Certo, i titoli che toccano il tema della Famiglia eserciteranno sempre un discreto fascino, sul sottoscritto, specialmente quando al loro servizio sarà possibile trovare attori ed autori in grado di fare la differenza, ma nonostante le premesse mi verrebbe quasi da pensare che I segreti di Osage County sia simile ad una squadra con grandi individualità incapace di esprimere una realtà d'insieme, allo stesso modo del nucleo familiare che porta in scena: e se, a volte, questa particolarità finisce per fare la fortuna di un'opera, in questo caso rende il lavoro di John Wells soltanto un buon prodotto artigianale destinato a non fare breccia e lasciare un segno davvero profondo nell'audience una volta uscita dalla sala.

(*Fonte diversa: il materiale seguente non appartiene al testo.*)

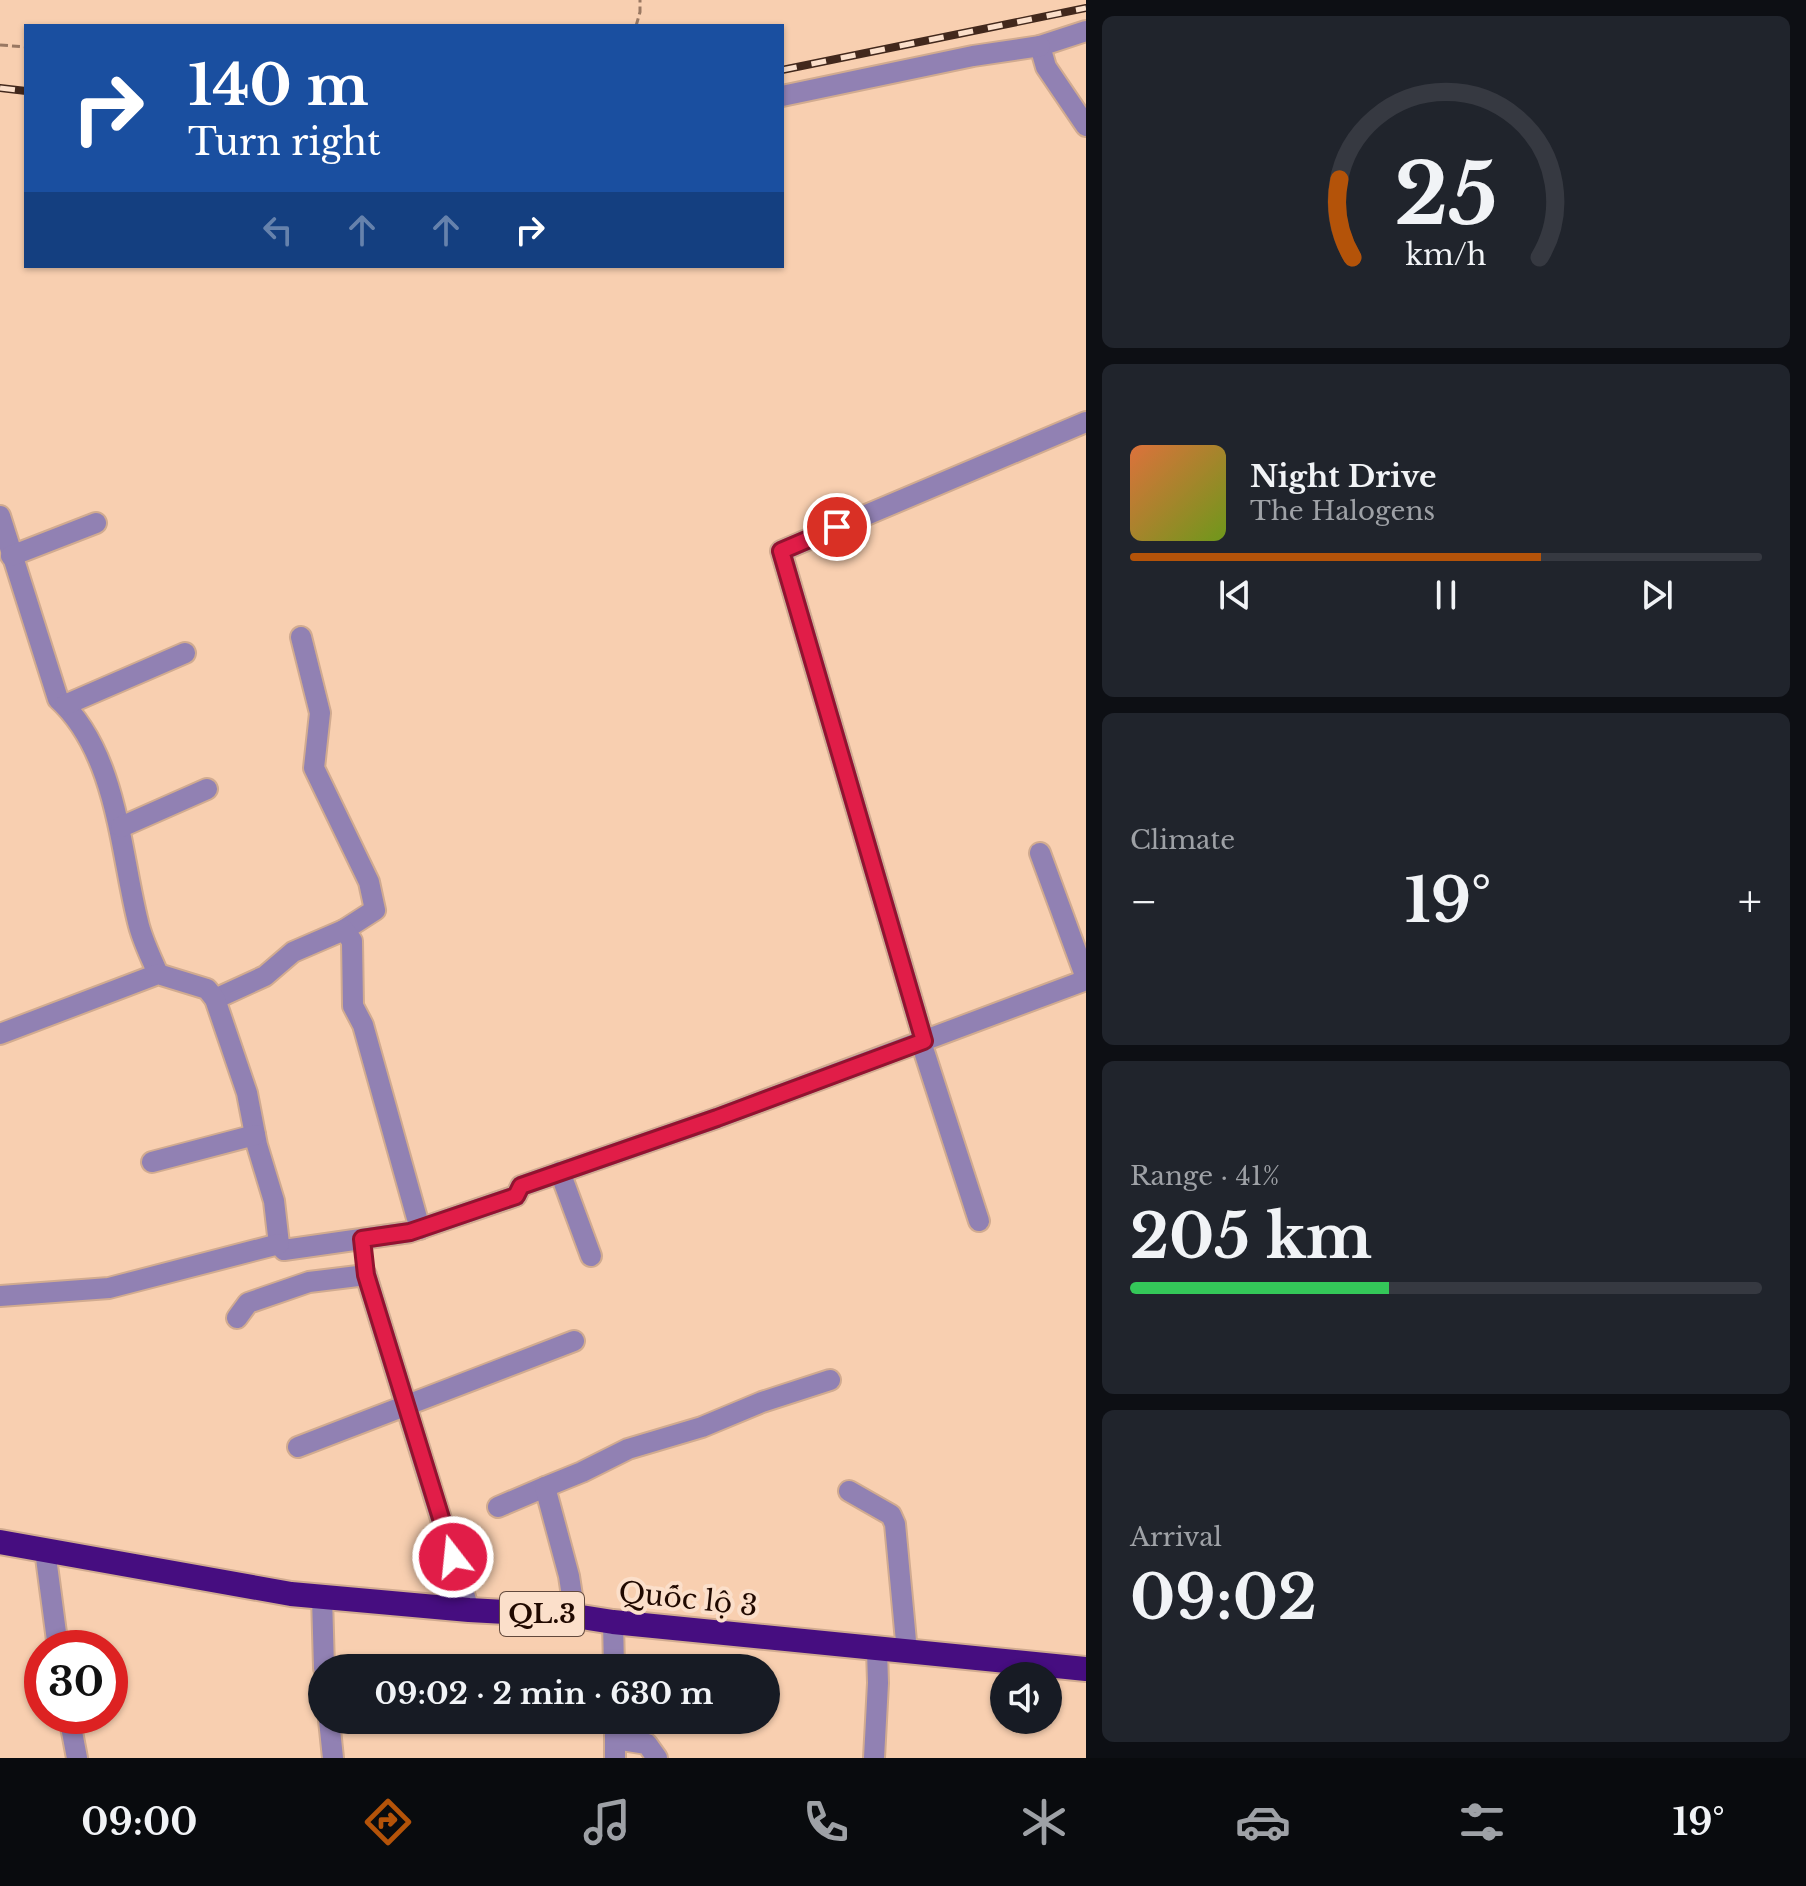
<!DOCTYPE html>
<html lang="en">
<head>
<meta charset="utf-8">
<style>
  :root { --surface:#171b24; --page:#20242c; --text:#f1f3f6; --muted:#9ea1a6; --line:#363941; --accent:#b45309 }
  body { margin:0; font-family:"Libre Baskerville",serif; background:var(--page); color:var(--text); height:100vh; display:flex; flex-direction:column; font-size:30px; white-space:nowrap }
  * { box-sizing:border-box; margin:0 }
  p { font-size:26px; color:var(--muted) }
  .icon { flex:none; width:44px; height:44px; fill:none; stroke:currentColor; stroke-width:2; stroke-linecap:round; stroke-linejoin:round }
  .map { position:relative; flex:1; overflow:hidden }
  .details { display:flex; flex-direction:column; gap:16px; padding:16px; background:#0d0f14; width:720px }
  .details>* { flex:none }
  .banner { position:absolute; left:24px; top:24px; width:760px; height:244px; border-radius:0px; box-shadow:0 2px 6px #0004; background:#1a4fa0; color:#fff; overflow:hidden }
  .controls { position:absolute; left:990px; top:1662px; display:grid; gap:16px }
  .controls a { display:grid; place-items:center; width:72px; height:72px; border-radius:50%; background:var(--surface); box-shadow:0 2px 6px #0004; font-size:40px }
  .speed { position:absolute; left:24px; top:1630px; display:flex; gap:16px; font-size:40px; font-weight:700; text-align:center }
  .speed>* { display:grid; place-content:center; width:104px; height:104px; border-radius:50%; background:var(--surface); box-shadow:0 2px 6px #0004; line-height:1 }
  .speed .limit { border:12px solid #d22; background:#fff; color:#111 }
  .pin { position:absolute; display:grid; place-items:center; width:68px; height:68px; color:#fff; margin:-34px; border:4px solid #fff; border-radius:50%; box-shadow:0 2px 8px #0007 }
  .me { position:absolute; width:88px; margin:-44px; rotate:344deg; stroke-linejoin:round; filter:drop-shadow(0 0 6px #0008) }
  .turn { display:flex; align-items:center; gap:28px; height:168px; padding:0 32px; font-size:36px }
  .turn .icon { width:104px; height:104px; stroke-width:2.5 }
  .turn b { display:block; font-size:56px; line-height:68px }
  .lanes { display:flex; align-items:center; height:76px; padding:0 32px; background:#0003; justify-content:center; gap:40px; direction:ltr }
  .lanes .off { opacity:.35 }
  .big { font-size:60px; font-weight:700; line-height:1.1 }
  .details .widget { flex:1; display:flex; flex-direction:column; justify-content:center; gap:12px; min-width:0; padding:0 28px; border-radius:12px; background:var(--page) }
  .details .dial { align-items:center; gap:0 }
  .dial svg { height:208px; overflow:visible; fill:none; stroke:var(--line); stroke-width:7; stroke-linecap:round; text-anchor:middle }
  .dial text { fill:var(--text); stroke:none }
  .song { display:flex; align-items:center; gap:24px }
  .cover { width:96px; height:96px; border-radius:12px; background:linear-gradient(135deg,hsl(20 70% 55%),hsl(80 70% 35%)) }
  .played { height:8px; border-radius:4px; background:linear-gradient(90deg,var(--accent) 65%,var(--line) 65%) }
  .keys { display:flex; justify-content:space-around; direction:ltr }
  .heat { display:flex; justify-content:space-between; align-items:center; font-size:44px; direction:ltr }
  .charge { height:12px; border-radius:6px; background:linear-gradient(90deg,#34c759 41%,var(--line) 0) }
  .trip { position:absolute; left:308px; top:1654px; width:472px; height:80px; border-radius:40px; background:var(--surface); box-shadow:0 2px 6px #0004; font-weight:700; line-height:80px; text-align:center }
  .menu { display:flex; height:128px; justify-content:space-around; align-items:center; background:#090b0e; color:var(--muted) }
  .menu .icon { width:56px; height:56px }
  .menu .on { color:var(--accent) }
  .menu b { font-size:36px; color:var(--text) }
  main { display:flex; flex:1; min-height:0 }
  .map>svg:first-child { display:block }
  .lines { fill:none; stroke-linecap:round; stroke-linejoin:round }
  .minor-casing { stroke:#d1ab90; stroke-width:24 }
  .highway-casing { stroke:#d1ab90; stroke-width:28 }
  .path { stroke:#997862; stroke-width:3; stroke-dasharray:8 4; stroke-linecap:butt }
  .minor { stroke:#9181b3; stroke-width:20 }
  .highway { stroke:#460d80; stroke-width:24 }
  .rail-casing { stroke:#42281c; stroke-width:8 }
  .rail { stroke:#fbdfca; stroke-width:5; stroke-dasharray:15; stroke-linecap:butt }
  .route-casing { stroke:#92132f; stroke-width:20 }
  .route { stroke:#e11d48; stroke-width:14 }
  .labels { text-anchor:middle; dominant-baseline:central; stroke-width:8; stroke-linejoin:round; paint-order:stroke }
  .shield { fill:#fbdfca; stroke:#62493d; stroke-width:2 }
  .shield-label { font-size:26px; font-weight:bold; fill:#200900 }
  .street-label { font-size:28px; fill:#200900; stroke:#fbdfca }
</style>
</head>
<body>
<main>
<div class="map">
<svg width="1086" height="1758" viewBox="0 0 1086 1758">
  <rect width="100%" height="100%" fill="#f8cfb0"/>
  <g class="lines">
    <g class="minor-casing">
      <g id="minor">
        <path d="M1086,31l-46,15 6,21 40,59"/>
        <path d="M782,96l191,-40 67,-10"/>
        <path d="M0,516l58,183c59,54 62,151 80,223 4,18 13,35 20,52"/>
        <path d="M11,556l85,-33"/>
        <path d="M301,637l19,76 -6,55 55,114 6,28 -31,20"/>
        <path d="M65,705l120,-52"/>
        <path d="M121,827l86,-38"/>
        <path d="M1040,853l46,125"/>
        <path d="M215,999l50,-23 28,-24 51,-22 8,11 1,65 10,19 57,204"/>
        <path d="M0,1034l158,-60 49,15 8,10 32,94 10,52 17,56 5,43 5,6 126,-18 106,-36 5,-10 196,-68 369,-138"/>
        <path d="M924,1041l-143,-490 305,-129"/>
        <path d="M921,1042l58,179"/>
        <path d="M152,1162l103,-27"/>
        <path d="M560,1172l31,84"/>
        <path d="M0,1296l109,-8 170,-44"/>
        <path d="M237,1318l11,-15 61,-21 57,-7 103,335"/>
        <path d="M298,1447l276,-106"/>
        <path d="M849,1491l42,24 4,9 12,128"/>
        <path d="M498,1507l47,-20"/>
        <path d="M45,1550l13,98"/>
        <path d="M322,1597l2,71"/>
        <path d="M575,1616l-6,-40 -24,-89 37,-15 46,-23 74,-22 60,-25 68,-22"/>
        <path d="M613,1622l1,46"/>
        <path d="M69,1716l8,42"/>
        <path d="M329,1720l4,38"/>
        <path d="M615,1720v38"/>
        <path d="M615,1739l32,5 10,14"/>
        <path d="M874,1758l4,-75 -1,-34"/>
      </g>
    </g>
    <g class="highway-casing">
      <path id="highway" d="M0,1542l291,52 178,16 106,6 38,6 473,47"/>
    </g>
    <g class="path">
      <path d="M636,26l4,-14v-12"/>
      <path d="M0,45l26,2"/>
    </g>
    <use href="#minor" class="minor"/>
    <use href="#highway" class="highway"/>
    <g class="rail-casing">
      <g id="rail">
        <path d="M782,70l304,-62"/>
        <path d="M0,88l26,3"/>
      </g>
    </g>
    <use href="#rail" class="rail"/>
  </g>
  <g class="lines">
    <g class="route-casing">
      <path id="route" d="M453,1557l-87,-282 -4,-36 48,-7 106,-36 5,-10 196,-68 207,-77 -143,-490 56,-24"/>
    </g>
    <use href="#route" class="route"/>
  </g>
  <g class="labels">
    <rect class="shield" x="500" y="1592" width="84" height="44" rx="6"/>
    <g class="shield-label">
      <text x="542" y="1614">QL.3</text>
    </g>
    <g class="street-label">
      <text transform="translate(688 1599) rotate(6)">Quốc lộ 3</text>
    </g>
  </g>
</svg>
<div class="controls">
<a><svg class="icon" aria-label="sound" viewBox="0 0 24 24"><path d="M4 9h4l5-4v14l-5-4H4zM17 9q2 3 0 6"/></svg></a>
</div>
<div class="speed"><div class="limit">30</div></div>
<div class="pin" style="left:837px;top:527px;background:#d93025"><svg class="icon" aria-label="arrive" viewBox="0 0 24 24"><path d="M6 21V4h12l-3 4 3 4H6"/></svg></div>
<svg class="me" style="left:453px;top:1557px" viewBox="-20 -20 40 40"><circle r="17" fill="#e11d48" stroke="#fff" stroke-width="3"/><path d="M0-11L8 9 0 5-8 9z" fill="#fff"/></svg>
<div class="trip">09:02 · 2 min · 630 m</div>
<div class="banner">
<div class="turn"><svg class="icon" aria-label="right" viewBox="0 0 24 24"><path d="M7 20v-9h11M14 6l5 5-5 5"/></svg><div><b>140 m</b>Turn right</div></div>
<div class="lanes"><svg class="icon off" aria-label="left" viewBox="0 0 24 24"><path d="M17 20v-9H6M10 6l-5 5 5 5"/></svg><svg class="icon off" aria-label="ahead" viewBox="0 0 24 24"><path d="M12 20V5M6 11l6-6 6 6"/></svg><svg class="icon off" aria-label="ahead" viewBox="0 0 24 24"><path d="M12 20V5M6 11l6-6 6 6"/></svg><svg class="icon" aria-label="right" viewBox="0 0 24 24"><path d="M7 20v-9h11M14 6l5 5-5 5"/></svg></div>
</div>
</div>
<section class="details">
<div class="widget dial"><svg viewBox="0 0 100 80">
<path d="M14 69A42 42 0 1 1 86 69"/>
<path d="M14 69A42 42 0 0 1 9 39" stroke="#b45309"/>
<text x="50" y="56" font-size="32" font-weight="700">25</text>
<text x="50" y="72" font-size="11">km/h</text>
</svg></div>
<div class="widget">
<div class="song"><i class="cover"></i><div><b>Night Drive</b><p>The Halogens</p></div></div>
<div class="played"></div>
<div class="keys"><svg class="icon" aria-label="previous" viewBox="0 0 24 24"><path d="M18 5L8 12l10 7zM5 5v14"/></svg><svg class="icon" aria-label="pause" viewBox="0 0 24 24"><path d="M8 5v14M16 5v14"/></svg><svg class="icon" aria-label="next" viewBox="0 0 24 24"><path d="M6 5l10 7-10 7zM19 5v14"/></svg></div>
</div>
<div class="widget"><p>Climate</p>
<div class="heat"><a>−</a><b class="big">19°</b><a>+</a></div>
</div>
<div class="widget"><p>Range · 41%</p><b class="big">205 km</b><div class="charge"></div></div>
<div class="widget"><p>Arrival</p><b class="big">09:02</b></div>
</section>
</main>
<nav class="menu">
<b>09:00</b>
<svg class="icon on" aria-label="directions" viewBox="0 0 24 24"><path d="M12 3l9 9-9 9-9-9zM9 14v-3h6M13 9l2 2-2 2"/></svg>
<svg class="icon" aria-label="music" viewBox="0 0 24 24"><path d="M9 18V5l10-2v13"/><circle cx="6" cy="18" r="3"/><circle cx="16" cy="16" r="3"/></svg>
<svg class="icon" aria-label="phone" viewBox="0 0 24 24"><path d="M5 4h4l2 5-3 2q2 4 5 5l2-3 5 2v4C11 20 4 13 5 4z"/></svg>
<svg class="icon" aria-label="climate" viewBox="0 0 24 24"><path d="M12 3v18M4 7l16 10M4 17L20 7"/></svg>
<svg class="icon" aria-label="car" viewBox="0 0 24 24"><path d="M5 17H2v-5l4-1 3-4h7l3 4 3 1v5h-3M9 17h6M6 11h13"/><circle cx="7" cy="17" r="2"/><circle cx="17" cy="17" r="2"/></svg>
<svg class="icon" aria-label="filters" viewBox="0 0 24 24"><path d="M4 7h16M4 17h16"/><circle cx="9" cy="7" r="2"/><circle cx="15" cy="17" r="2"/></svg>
<b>19°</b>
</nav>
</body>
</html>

Resta comunque un film più che godibile narrato con piglio decisamente teatrale - la predilezione di Letts per questo tipo di struttura è evidente, ed anche in questo caso è ben coadiuvato dal regista - interpretato alla grande da tutti i suoi protagonisti - continuo comunque a pensare che la Streep sia stata fin troppo sopravvalutata, e spero ardentemente con non si porti a casa la statuetta come migliore attrice - ed in grado di affrontare problematiche che qualunque tipo di spettatore, appassionato o no di Cinema, saprà riconoscere.
Rispetto a quella che è la realtà della settima arte italiana, poi, direi che è già un lusso anche solo questa amara provincia USA.



MrFord



"Lay down, Sally, and rest you in my arms.
Don't you think you want someone to talk to?
Lay down, Sally, no need to leave so soon.
I've been trying all night long just to talk to you."